Swallowing Stones Page 9
10
a few days later Michael took another driver’s test. This time he passed. At least he could put an end to that small web of deceit, although it brought him little relief. Other webs had already sprung up in its place.
Since Darcy had returned from Ocean City, Michael had somehow managed to put their relationship on hold, talking with her only at the pool or on the phone. But it had been more than a week and she was growing impatient.
When Darcy finally did confront him, it was just as he was leaving work. She was sitting on the hood of her father’s Taurus, sipping slowly from a bottle of natural spring water. Michael’s first thought was that the hood of the car had to be about five hundred degrees.

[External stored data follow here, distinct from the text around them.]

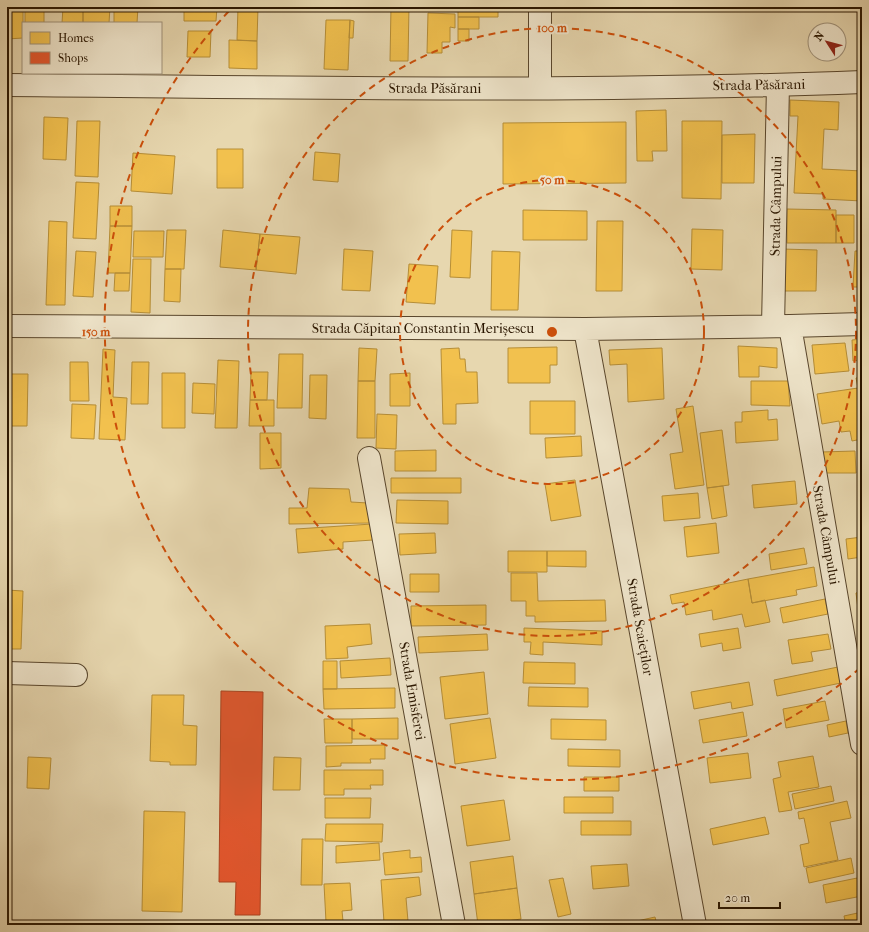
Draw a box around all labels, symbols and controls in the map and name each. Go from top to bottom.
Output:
text: 100 m [537,21,568,35]
legend [22,22,162,74]
north arrow [807,22,847,62]
text: N [812,29,827,44]
text: Homes [58,31,94,45]
text: Shops [58,51,88,65]
street label: Strada Păsărani [712,76,806,94]
street label: Strada Păsărani [389,80,481,97]
street label: Strada Câmpului [767,156,785,256]
text: 50 m [540,173,565,187]
street label: Strada Căpitan Constantin Merișescu [312,320,534,337]
text: 150 m [82,325,111,339]
centre of rings [545,325,559,339]
street label: Strada Câmpului [809,484,843,586]
street label: Strada Scaieților [623,577,657,677]
street label: Strada Emisferei [395,641,429,741]
scale bar [719,884,780,910]
text: 20 m [725,891,750,905]

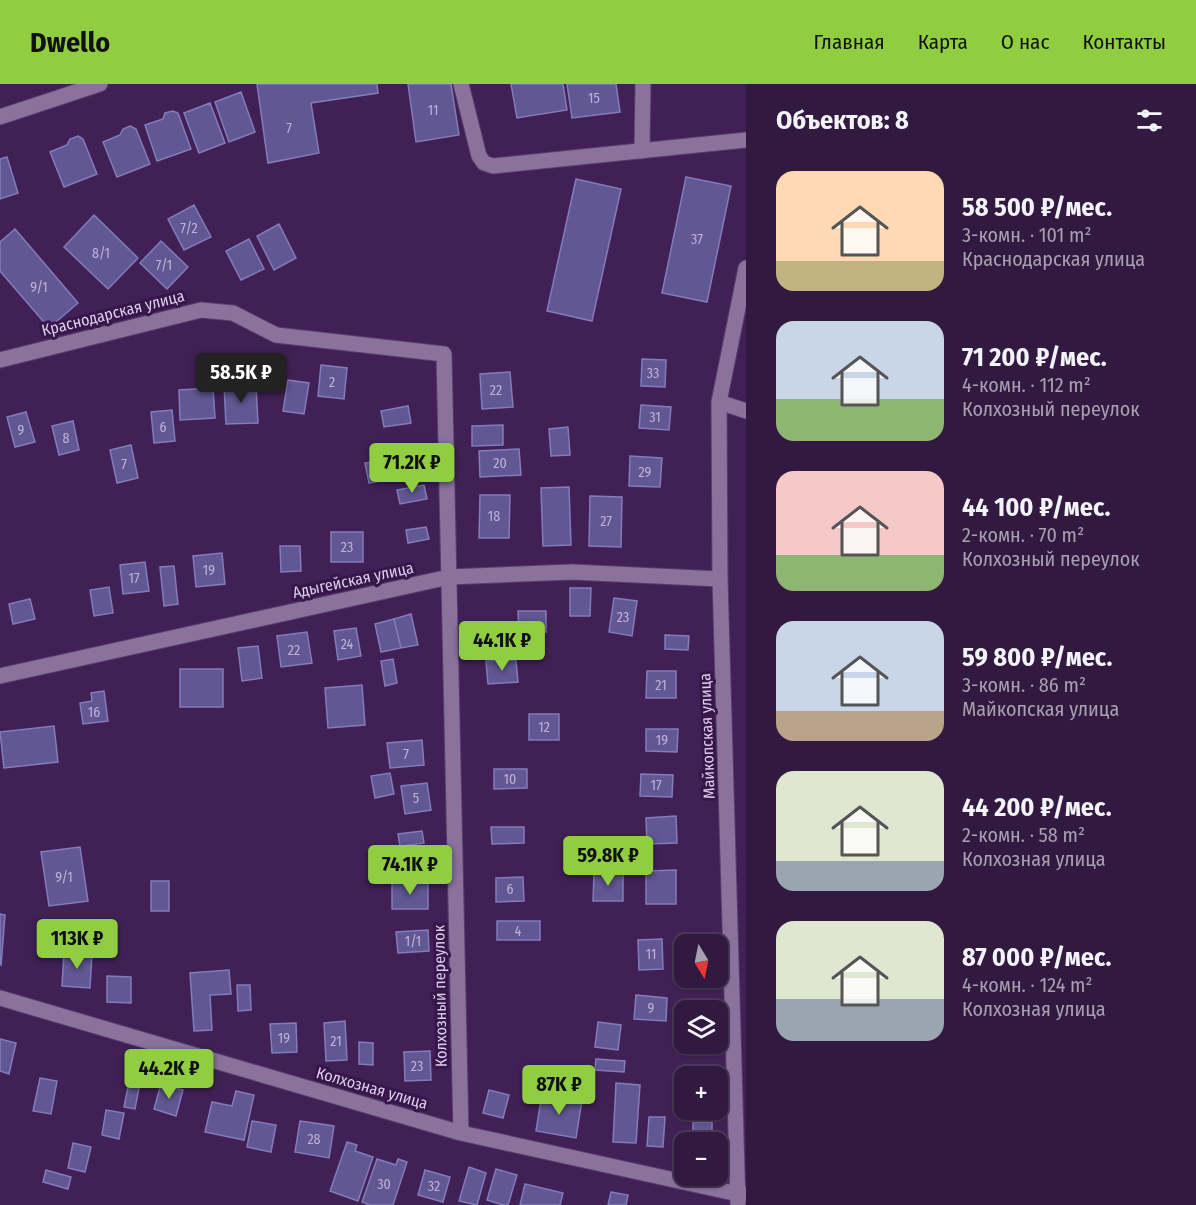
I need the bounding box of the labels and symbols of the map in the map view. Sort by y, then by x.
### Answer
house number: 15 [588,90,600,107]
house number: 11 [428,102,438,119]
house number: 7 [286,120,292,137]
house number: 7/2 [180,220,198,237]
house number: 37 [691,231,703,248]
house number: 8/1 [92,245,110,262]
house number: 7/1 [156,257,172,274]
house number: 9/1 [30,279,48,296]
street label: Краснодарская улица [40,286,187,340]
pin: 58.5K ₽ [186,353,296,404]
house number: 33 [647,365,659,382]
house number: 2 [329,374,335,391]
house number: 22 [490,382,502,399]
house number: 31 [649,409,661,426]
house number: 6 [160,419,167,436]
house number: 9 [18,422,25,439]
house number: 8 [63,430,70,447]
pin: 71.2K ₽ [357,443,467,494]
house number: 20 [493,455,507,472]
house number: 7 [121,456,127,473]
house number: 29 [639,464,652,481]
house number: 18 [488,508,500,525]
house number: 27 [600,513,612,530]
house number: 23 [341,539,353,556]
street label: Адыгейская улица [291,558,415,602]
house number: 19 [203,562,215,579]
house number: 17 [128,570,140,587]
house number: 23 [617,609,629,626]
pin: 44.1K ₽ [447,621,557,672]
house number: 24 [341,636,354,653]
house number: 22 [288,642,300,659]
street label: Майкопская улица [695,673,719,799]
house number: 21 [655,677,667,694]
house number: 16 [88,704,100,721]
house number: 12 [538,719,550,736]
house number: 19 [656,732,668,749]
house number: 7 [403,746,409,763]
house number: 10 [504,771,516,788]
house number: 17 [650,777,662,794]
house number: 5 [413,790,419,807]
pin: 59.8K ₽ [553,836,663,887]
pin: 74.1K ₽ [355,845,465,896]
house number: 9/1 [55,869,73,886]
house number: 6 [507,881,514,898]
pin: 113K ₽ [28,919,126,970]
house number: 4 [515,923,522,940]
street label: Колхозный переулок [429,924,451,1067]
house number: 1/1 [405,933,421,950]
north arrow [674,934,728,988]
house number: 11 [646,946,656,963]
house number: 9 [648,1000,655,1017]
house number: 19 [278,1030,290,1047]
house number: 21 [330,1033,342,1050]
pin: 44.2K ₽ [114,1049,224,1100]
house number: 23 [411,1058,423,1075]
street label: Колхозная улица [314,1063,430,1113]
pin: 87K ₽ [517,1065,601,1116]
house number: 28 [307,1131,321,1148]
house number: 30 [377,1176,391,1193]
house number: 32 [428,1178,440,1195]

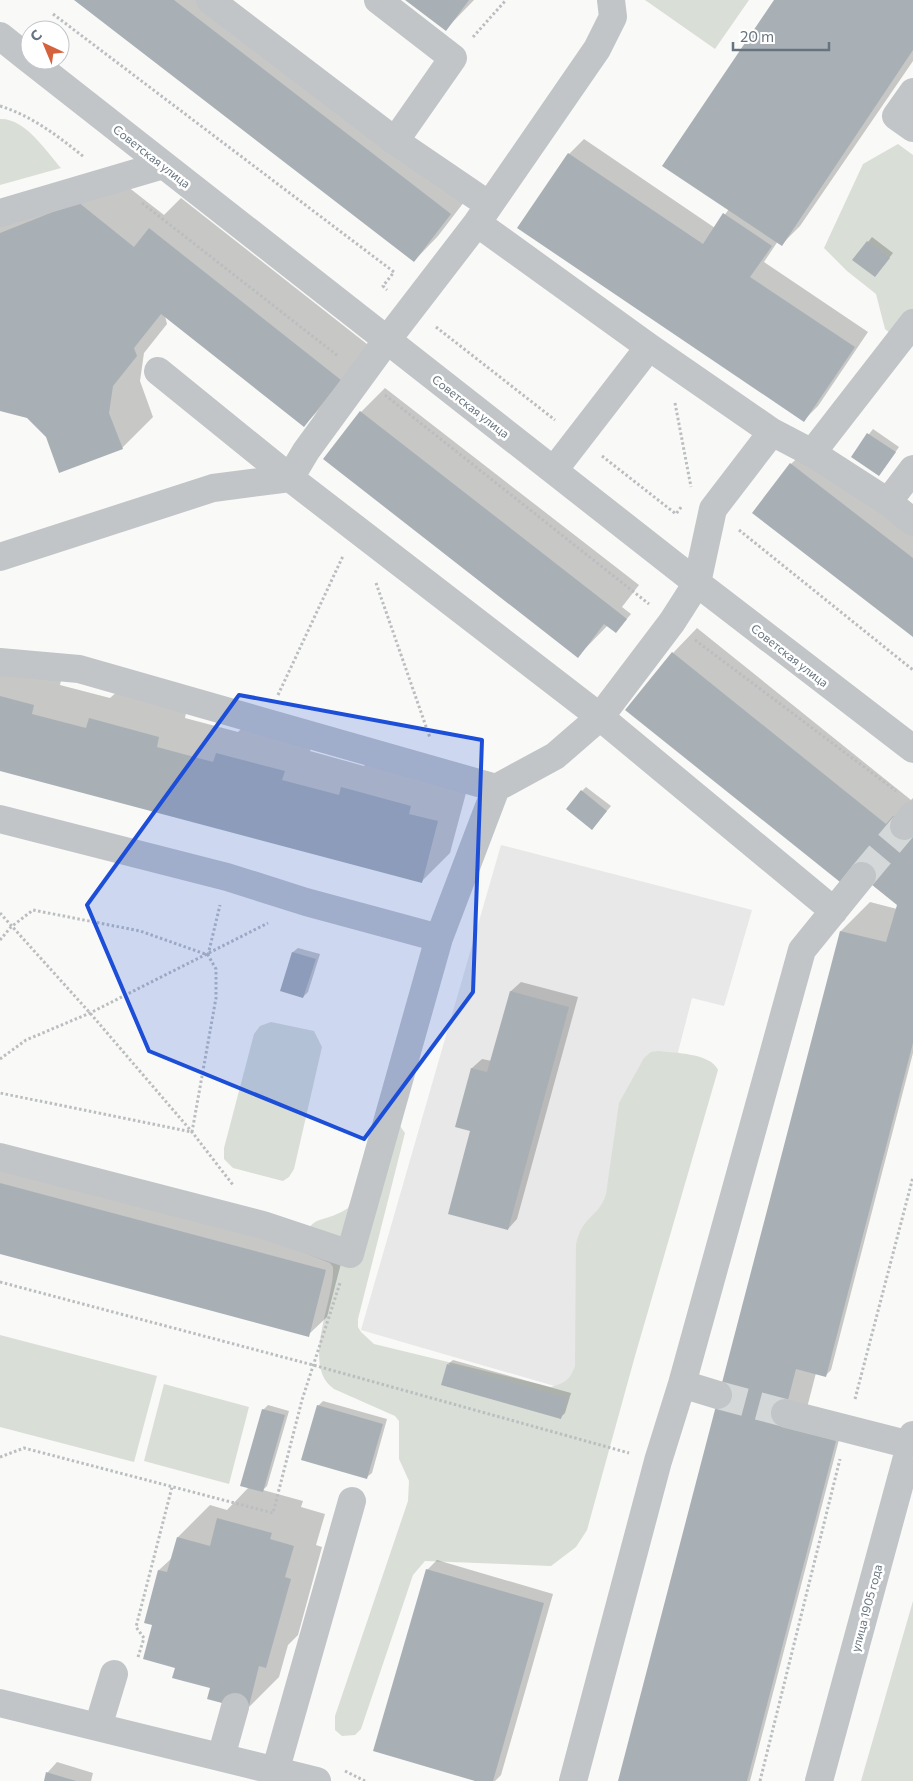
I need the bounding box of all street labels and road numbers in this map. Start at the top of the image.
street label: Советская улица [111,122,193,190]
street label: Советская улица [430,372,512,440]
street label: Советская улица [749,621,831,689]
street label: улица 1905 года [848,1563,884,1653]

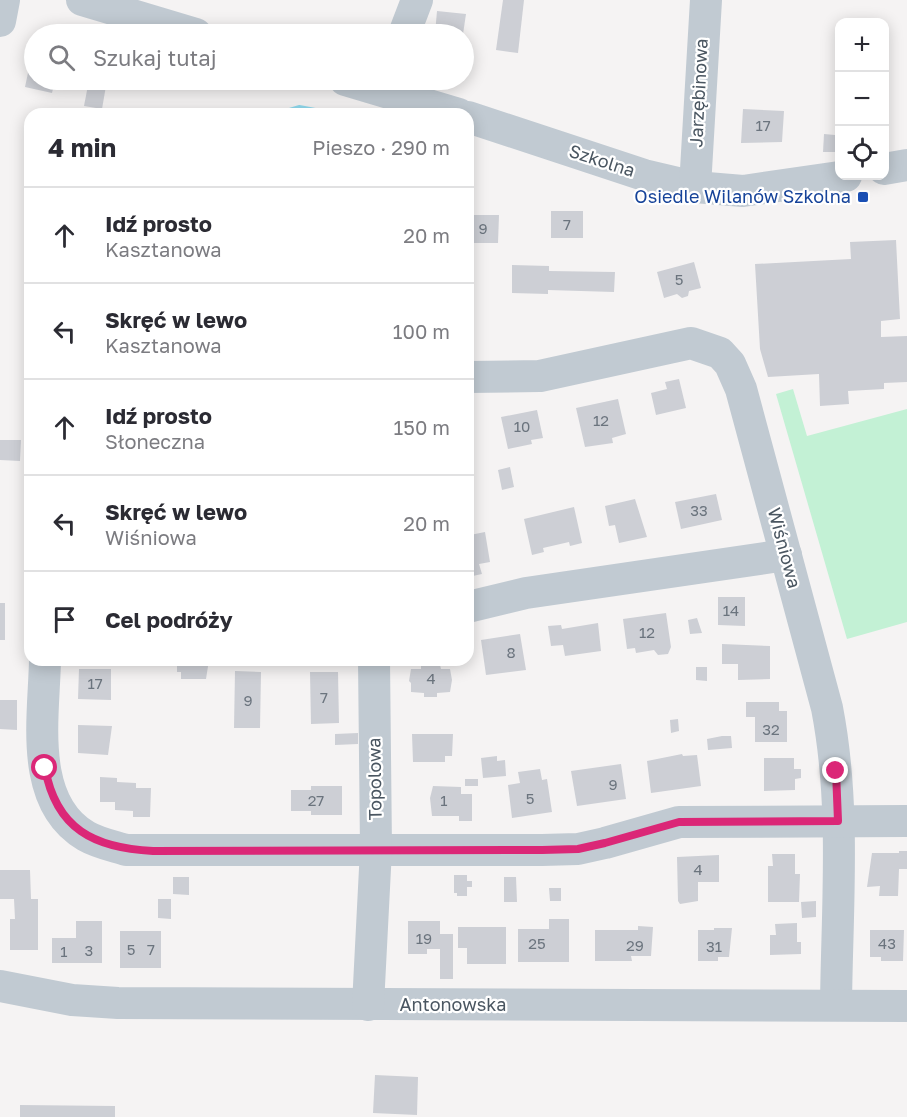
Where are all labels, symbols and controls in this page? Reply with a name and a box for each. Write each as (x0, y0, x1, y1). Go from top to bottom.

He wondered how she could sit there so patiently, looking so deliciously cool in her red shorts and flowered top. Her sandaled feet hung over the side, exposing her bare thighs to the scorching metal. And she never even flinched, just lifted her hand and waved him over.
Michael came to stand in front of her. Waiting. He knew what was coming. It had been coming for weeks.
“You haven’t said anything about Kim Cohen’s party,” Darcy said, taking another swallow of water. “I just wondered if we were still going.” Her lips were stretched in a tight smile.
When Michael didn’t say anything, she added, “It’s tonight, remember?”
He felt the familiar thickness in his throat when he looked into her soft hazel eyes. “Darcy,” he began, his voice husky. But she held up her hand to stop him.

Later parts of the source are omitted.